44. Nalika

52.5K 3.7K 229
                                    

Happy reading




Suara tangis bayi kedua akhirnya terdengar setelah sekian lama dinantikan. Erlangga baru bisa menghela nafas lega, saat dokter keluar dari ruangan operasi barulah ia diperbolehkan memasuki ruangan.

Kedua bayinya langsung dimasukan ke ruang inkubator untuk sementara, mengingat mereka lahir secara prematur.

Nalika segera dibawa ke ruang rawat, wanita itu tentunya masih belum sadar namun kata dokter tadi Nalika baik-baik saja. Erlangga tetap setia duduk di samping Nalika seraya memegang lengan wanita itu dengan kuat. Ia mengecup punggung tangan Nalika berkali-kali, mengucapkan kata terimakasih dengan perasaan haru.

Bayi pertama laki-laki dan kedua perempuan.

Waktu pertama kali melihat bayi laki-lakinya, Erlangga benar-benar melihat dirinya saat masih kecil. Hal itu juga berlaku kala ia melihat bayi perempuannya, keduanya sangat mirip dengan dirinya. Nalika hanya kebagian matanya saja, itu pun hanya bayi laki-laki yang memiliki mata yang mirip seperti Nalika.

"Lang," Panggil Maminya yang baru saja datang.

Erlangga yang tadinya asik memperhatikan Nalika kini menoleh ke arah ibunya. "Kenapa mi?"

"Bayinya belum di azanin, gih, kamu azanin dulu." Suruh Mami Erlangga yang membuat Erlangga terdiam ragu, ia masih ingin disini.

"Udah, cepet. Biar Nalika mami aja yang jagain." Akhirnya dengan sedikit terpaksa Erlangga pergi untuk meng-azani bayi-bayinya terlebih dahulu.

Putri—mertua Nalika menatap menantunya dengan iba, pasti menantunya sangat lelah karena harus melahirkan dua bayi sekaligus. Meski begitu ia sangat bangga kepada Nalika.

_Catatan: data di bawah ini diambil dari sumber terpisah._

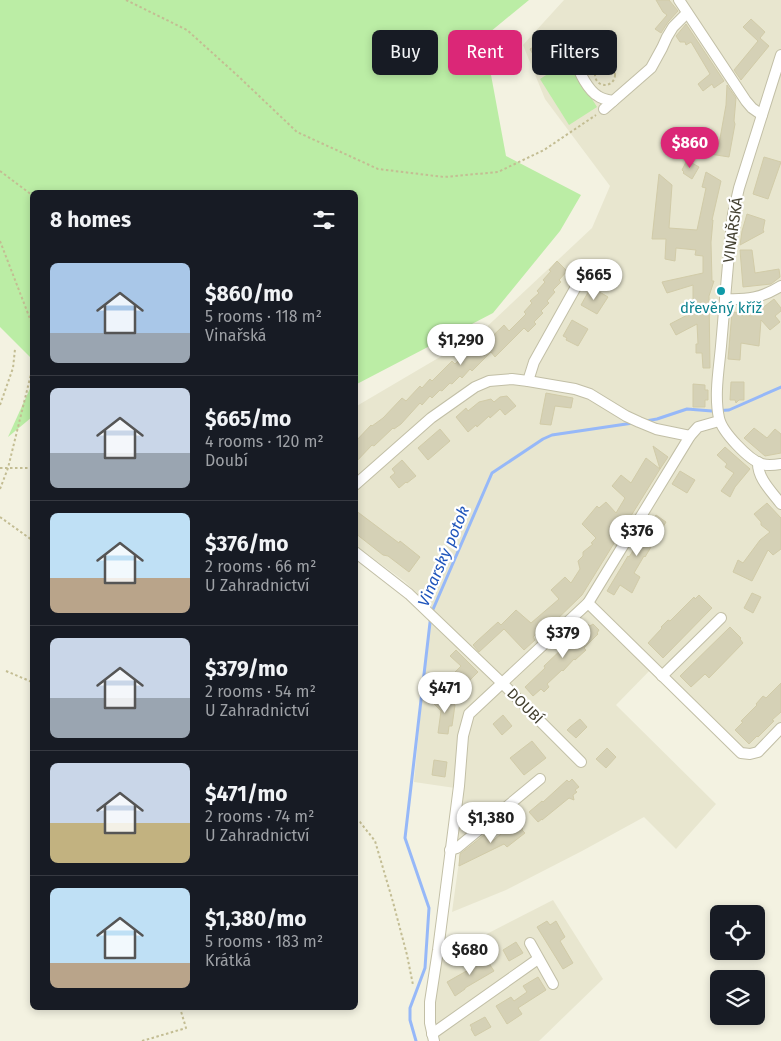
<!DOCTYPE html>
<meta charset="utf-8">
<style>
body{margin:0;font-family:"Fira Sans",sans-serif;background:#20242c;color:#f1f3f6;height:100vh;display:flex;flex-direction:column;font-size:19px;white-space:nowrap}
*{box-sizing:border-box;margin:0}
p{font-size:16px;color:#9ea1a6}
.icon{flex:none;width:28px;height:28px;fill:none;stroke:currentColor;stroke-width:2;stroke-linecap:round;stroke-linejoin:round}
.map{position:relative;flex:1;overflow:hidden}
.side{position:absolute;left:30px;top:190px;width:328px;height:820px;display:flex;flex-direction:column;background:#171b24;border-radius:8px;box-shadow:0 2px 8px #0003}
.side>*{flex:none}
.top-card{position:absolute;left:372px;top:30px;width:332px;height:45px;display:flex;gap:10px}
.controls{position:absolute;left:710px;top:905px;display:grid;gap:10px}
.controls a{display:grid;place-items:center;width:55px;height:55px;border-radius:8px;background:#171b24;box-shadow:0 2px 8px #0003;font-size:25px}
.price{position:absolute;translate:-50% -42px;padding:0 11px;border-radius:18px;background:#fff;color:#222;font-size:16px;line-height:32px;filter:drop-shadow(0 1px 2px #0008)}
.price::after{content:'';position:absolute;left:50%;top:30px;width:15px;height:11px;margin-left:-8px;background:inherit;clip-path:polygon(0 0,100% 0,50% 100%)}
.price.active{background:#db2777;color:#fff}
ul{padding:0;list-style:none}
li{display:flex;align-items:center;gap:15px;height:125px;padding:0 20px}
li+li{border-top:1px solid #363941}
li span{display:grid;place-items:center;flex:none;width:140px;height:100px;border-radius:8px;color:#555}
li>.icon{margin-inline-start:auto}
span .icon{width:60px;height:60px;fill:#fffc;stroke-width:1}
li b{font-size:21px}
h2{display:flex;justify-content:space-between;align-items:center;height:60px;padding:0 20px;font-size:21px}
.tag{padding:0 18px;border-radius:8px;background:#171b24;box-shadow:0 2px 8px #0003;font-size:18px;line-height:45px}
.tag.active{background:#db2777;color:#fff}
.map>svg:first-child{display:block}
</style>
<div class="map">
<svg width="781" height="1041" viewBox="0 0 781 1041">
<rect width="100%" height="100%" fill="#f3f2e1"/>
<!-- residential -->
<g fill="#e8e6cf">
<polygon points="564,0 781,0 781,723 755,748 745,749 657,663 616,705 716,804 676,849 644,817 582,851 506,890 452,912 460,854 456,844 462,789 414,782 429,625 435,611 404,581 359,548 355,554 355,407 479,334 592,228 610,186 545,99 523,45"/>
<polygon points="553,900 603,979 539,1041 434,1041 432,985 442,957"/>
</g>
<!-- green -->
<g fill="#bbeda5">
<polygon points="0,0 529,0 484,37 506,156 581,195 560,231 493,313 355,385 355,192 32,192 32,359 0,327"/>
<polygon points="568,61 597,107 569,125 540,79"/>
<polygon points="32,384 32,417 8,437"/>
</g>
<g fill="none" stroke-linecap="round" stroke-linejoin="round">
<!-- stream -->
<g stroke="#96b8f8" stroke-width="3">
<polyline points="646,421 657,419 687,409 712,411 729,410 781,387"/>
<polyline points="416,1041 410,1020 410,1008 425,968 429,908 405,838 431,614 492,473 543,439 552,435 633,423"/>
</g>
</g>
<!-- building -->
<g fill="#d5d1b6" stroke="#d1cba8">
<polygon points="656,0 669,0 678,11 668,22 661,33 655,29 667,15 663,12"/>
<polygon points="751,19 765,32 760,38 769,46 741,80 734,70 758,41 743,27"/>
<polygon points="686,24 724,81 714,88 712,84 703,91 698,84 710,74 691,42 686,45 685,42 680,42 676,36"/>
<polygon points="554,36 564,54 540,67 530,49"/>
<polygon points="602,52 608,52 615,54 610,63 598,63 595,66 592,70 586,68 584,64 588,58 597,53"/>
<polygon points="727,85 736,98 734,121 735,124 729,157 710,154 711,147 707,153 694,151 696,140 719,144 726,105"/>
<polygon points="764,157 781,162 768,199 753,194"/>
<polygon points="687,160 699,167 692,179 683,173 684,172 682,170"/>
<polygon points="706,172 721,181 712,220 713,220 711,242 712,281 714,281 709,296 710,368 703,368 702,353 696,353 696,344 698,344 697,324 676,335 670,324 693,312 693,285 667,293 662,282 703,273 703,256 695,255 696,250 676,248 675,261 665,259 666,239 652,239 659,174 672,185 669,228 697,230 706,188 702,187"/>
<polygon points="747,214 765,220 763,230 764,232 740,245 742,231"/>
<polygon points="740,250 752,250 755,273 779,269 780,277 771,284 743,287"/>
<polygon points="557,261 567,271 559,280 561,282 553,290 555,292 547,301 549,303 541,311 543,313 534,322 536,324 528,332 524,328 495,357 491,352 472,371 470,369 462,378 460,376 452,384 450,383 442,391 440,390 432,398 430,396 422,405 420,403 401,424 394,429 393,428 374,446 372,445 355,463 355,442 371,425 372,426 383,418 402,398 406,401 420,386 422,388 430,379 432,381 452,361 455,364 460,359 462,360 470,352 473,355 504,325 509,331 526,314 524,312 532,303 530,301 539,293 537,291 545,282 543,280 551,271 549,270"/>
<polygon points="591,287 608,297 597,314 581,305"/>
<polygon points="774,299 781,308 781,311 775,316 780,322 770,330 761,320 759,346 741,343 740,360 728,359 732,312 742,313 742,315 752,316"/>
<polygon points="572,320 588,329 578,346 566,340 567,338 563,336"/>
<polygon points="731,382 744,382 744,400 739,400 736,403 735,400 730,400"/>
<polygon points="693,384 705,385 705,390 708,390 708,400 705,400 705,407 693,407"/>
<polygon points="546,393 573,398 571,408 555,406 551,425 540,424"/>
<polygon points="507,396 516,406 505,415 500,409 490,418 489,416 477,427 476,425 468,432 456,417 466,408 468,411 479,402 491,399 494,402 500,397"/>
<polygon points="754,428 767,438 775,429 781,434 781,453 765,456 744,438"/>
<polygon points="440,429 450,441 428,460 418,448"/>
<polygon points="653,446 668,457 660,469"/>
<polygon points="725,447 750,469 735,487 730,497 721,491 734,473 725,467 727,464 717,455"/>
<polygon points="646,458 660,469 582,595 550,626 548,625 545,626 533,637 535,640 524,650 504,629 479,652 473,645 476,642 498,622 501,625 516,610 531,623 559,599 551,590 565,577 571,583 580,569 578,561 583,556 583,552 593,544 591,543 596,538 582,524 597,506 599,508 606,502 616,513 625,498 612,486 621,475 631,483"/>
<polygon points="402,460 416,476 407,483 406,482 399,488 390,477 395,473 392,469"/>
<polygon points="680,471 695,480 687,493 672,484"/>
<polygon points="767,503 781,518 781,549 773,555 768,550 752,581 733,572 738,560 743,563 760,540 770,532 761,525 761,522 754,514"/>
<polygon points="355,510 399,543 400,541 420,557 409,572 388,556 383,555 355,533"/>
<polygon points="656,515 666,522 645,557 644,556 634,573 640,577 632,593 620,585 614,595 607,591 628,556 629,557 638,543 637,542 652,516 654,517"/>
<polygon points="752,593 761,597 753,613 744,608"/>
<polygon points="699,595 712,608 663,658 648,643 662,628 661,627 668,620 670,621 694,597 695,599"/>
<polygon points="588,624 590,626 593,624 599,630 597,633 598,634 584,648 586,650 575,660 574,659 563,671 562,670 547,684 549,687 544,692 541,689 533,696 525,687 545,668 544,666"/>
<polygon points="730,627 741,638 740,639 743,643 709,678 705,674 691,687 680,676"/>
<polygon points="456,650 478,672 463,687 452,675 461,666 450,656"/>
<polygon points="781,683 781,712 772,720 774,721 758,737 757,736 749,744 735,730 743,722 741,721 757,705 756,704 763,696 766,698"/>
<polygon points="439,696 445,701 447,699 455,705 452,726 449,726 448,734 438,733 441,711 432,702"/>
<polygon points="503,715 512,726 502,735 493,724"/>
<polygon points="580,719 587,727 576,738 567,730 570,727"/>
<polygon points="532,741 546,758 524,775 510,758"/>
<polygon points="607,748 616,757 606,768 596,759"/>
<polygon points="434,760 447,762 445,777 432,775"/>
<polygon points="572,779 579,787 575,790 577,792 573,795 574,800 569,798 542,820 542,819 538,822 529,812 542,801 543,802 567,780 569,782"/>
<polygon points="516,822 518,824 523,825 522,830 525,833 507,847 504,844 459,866 460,854 484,835 490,843"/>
<polygon points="547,921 550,925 556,921 565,937 560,941 573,963 563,969 537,927"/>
<polygon points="516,942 523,953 509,961 503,950"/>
<polygon points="479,957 484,965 488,962 494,971 465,988 465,989 455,996 447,982 470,969 467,964"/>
<polygon points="538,977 546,990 518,1008 522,1014 507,1024 496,1006 511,997 514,1001 527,992 523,986"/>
<polygon points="485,1017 491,1027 475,1036 471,1029 472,1028 470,1025"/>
</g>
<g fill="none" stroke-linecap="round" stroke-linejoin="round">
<!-- minor casing -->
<g stroke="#c2bfa6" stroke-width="12">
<g id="minor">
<polyline points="679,0 746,101 752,108 762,115"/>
<path d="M585,43c-4,6 -8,12 -8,19 1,10 12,29 21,34 4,3 10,4 15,5"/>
<path d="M781,55l-42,133 -6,26c-5,44 -8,88 -12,132 -2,23 -7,49 -2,72 3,14 30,42 43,46 6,2 13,1 19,0"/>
<polyline points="604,109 651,68 662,48 667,37 673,27 687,13"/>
<path d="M725,299c22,1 37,-1 56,-13"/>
<polyline points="528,381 534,362 577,285"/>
<path d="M758,462c-1,16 14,30 23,42"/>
<polyline points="355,485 431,418 475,387 489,381 512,379 528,381 575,389 590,394 626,416 639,422 656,429 690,436"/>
<polyline points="355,552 409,594 502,683 581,762"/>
<polyline points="588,603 741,753 750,754 758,752 781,728"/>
<polyline points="662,676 721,618"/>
<polyline points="450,850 457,848 540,779"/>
<polyline points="530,943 553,984"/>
<polyline points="432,1034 538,959"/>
<polyline points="434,1041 430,1023 430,1002 438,950 459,786 463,736 469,714 588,603 690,436 698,427 719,421"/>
</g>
</g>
<!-- path -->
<g stroke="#c3bd93" stroke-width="2" stroke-dasharray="2.5 2.5" stroke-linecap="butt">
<polyline points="126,0 187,30 238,76 297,132 378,169 444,177 498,172 544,150 596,115"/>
<circle cx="605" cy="75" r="10"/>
<polyline points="540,69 570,53"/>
<polyline points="0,171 32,195"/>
<polyline points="0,241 32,324"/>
<polyline points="0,405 13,368 15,349"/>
<polyline points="0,468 32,468"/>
<polyline points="0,489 8,468 32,370"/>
<polyline points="0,517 32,540"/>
<polyline points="6,671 32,682"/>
<polyline points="355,820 360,822 375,841 393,902 407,955 413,985"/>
<polyline points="142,1041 186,1028 180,1008"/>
</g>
<!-- minor -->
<use href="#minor" stroke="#fff" stroke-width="10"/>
</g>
<!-- markers -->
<circle fill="#0f9aa8" stroke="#fff" stroke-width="2" cx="721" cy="291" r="5"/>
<g text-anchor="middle" stroke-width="4.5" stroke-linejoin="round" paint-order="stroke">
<!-- street labels -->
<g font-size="15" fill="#454232" stroke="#fff">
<text transform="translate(733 230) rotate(-82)" y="5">VINAŘSKÁ</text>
<text transform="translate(525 706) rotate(45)" y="5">DOUBÍ</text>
</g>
<!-- culture labels -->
<g font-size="15" fill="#0d838f" stroke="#fff">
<text x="721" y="313">dřevěný kříž</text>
</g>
<!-- water labels -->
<g font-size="16" font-style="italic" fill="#2055bb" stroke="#fff">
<text transform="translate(443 556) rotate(-67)" y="6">Vinarský potok</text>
</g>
</g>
</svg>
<div class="controls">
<a><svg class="icon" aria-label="locate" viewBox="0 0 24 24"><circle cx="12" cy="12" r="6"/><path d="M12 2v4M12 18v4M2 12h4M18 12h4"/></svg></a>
<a><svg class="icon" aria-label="layers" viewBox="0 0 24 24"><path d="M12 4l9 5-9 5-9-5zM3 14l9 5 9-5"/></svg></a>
</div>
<b class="price active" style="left:690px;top:169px">$860</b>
<b class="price" style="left:594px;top:301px">$665</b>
<b class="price" style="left:461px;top:366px">$1,290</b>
<b class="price" style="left:637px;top:557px">$376</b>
<b class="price" style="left:563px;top:659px">$379</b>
<b class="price" style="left:445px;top:714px">$471</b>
<b class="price" style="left:491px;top:844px">$1,380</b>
<b class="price" style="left:470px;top:976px">$680</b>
<div class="top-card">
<a class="tag">Buy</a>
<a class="tag active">Rent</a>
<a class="tag">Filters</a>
</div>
<section class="side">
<h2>8 homes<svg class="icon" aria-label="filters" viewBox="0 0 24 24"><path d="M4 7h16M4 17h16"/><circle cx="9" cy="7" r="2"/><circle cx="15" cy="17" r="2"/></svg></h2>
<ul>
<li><span style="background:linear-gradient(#a9c7e8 70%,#9aa5b1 0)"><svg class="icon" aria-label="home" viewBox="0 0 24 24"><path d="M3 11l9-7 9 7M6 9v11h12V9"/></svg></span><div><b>$860/mo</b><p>5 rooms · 118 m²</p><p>Vinařská</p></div></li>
<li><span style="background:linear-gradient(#c9d6e8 65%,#9aa5b1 0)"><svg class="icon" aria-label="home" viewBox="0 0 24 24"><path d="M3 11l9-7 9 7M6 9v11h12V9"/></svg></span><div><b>$665/mo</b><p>4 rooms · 120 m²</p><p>Doubí</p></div></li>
<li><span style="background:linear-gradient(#bfe0f5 65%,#b9a48a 0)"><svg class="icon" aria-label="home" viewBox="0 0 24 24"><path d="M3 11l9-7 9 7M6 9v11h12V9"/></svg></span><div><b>$376/mo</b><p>2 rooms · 66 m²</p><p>U Zahradnictví</p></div></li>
<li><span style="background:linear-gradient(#c9d6e8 60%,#9aa5b1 0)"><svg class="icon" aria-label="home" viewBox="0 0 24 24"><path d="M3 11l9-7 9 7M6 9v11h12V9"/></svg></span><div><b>$379/mo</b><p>2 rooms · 54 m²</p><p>U Zahradnictví</p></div></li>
<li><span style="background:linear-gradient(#c9d6e8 60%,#c2b280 0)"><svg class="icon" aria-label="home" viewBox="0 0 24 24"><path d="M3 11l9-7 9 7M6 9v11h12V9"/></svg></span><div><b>$471/mo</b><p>2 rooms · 74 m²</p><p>U Zahradnictví</p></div></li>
<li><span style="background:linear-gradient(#bfe0f5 75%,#b9a48a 0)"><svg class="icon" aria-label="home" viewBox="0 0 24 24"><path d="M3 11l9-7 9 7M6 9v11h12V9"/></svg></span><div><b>$1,380/mo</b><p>5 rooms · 183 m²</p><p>Krátká</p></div></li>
</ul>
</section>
</div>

"Cepet bangun Na, anak-anak kamu udah nunggu."

****

"Na, kamu gak kasian sama Rean karena harus punya ibu kaya kamu?"

"Terlalu kekanak-kanakan"

"Saya gak suka kamu nyentuh anak saya."

"Kamu becus ngurus anak enggak sih?"

Dengan perasaan yang cemas sembari dibanjiri keringat dingin akhirnya Nalika bangun. Semua perkataan suaminya mendadak muncul dalam mimpinya, hal itu membuatnya tidak tenang dan terus ketakutan.

Hal pertama yang Nalika lihat saat ia baru saja membuka matanya adalah siluet tubuh seseorang yang sedang membelakanginya. Samar-samar namun semakin jelas Nalika dapat mendengar percakapan antara pria itu, rupanya laki-laki itu sedang menelpon seseorang.

"Alhamdulillah dua-duanya sehat kok, Bu. Iya pokoknya doain yang terbaik aja, Yah, Bu."

"Erlang tutup Bu, mau jagain Nalika dulu. Iya... Assalamualaikum."

Erlangga menutup telponnya, ia berbalik badan kembali menghadap ke arah istrinya. Ia tampak sedikit shock karena Nalika sudah sadar.

"Na, kamu gak apa-apa? Ada yang sakit?" Tanya Erlangga khawatir karena Nalika diam tidak merespon.

"Nalika," panggil Erlangga sekali lagi karena tidak kunjung mendapatkan jawaban dari istrinya ini.

Nalika menarik nafas panjang, ia menggeleng pelan. "Aku enggak apa-apa."

Erlangga menghembuskan nafas lega, syukurlah kalau begitu.

Nalika ingin bertanya perihal bayi-bayinya namun lidahnya terasa sangat kelu. Ia baru bisa merasakan bahwa seluruh tubuhnya sekarang terasa sakit sekali.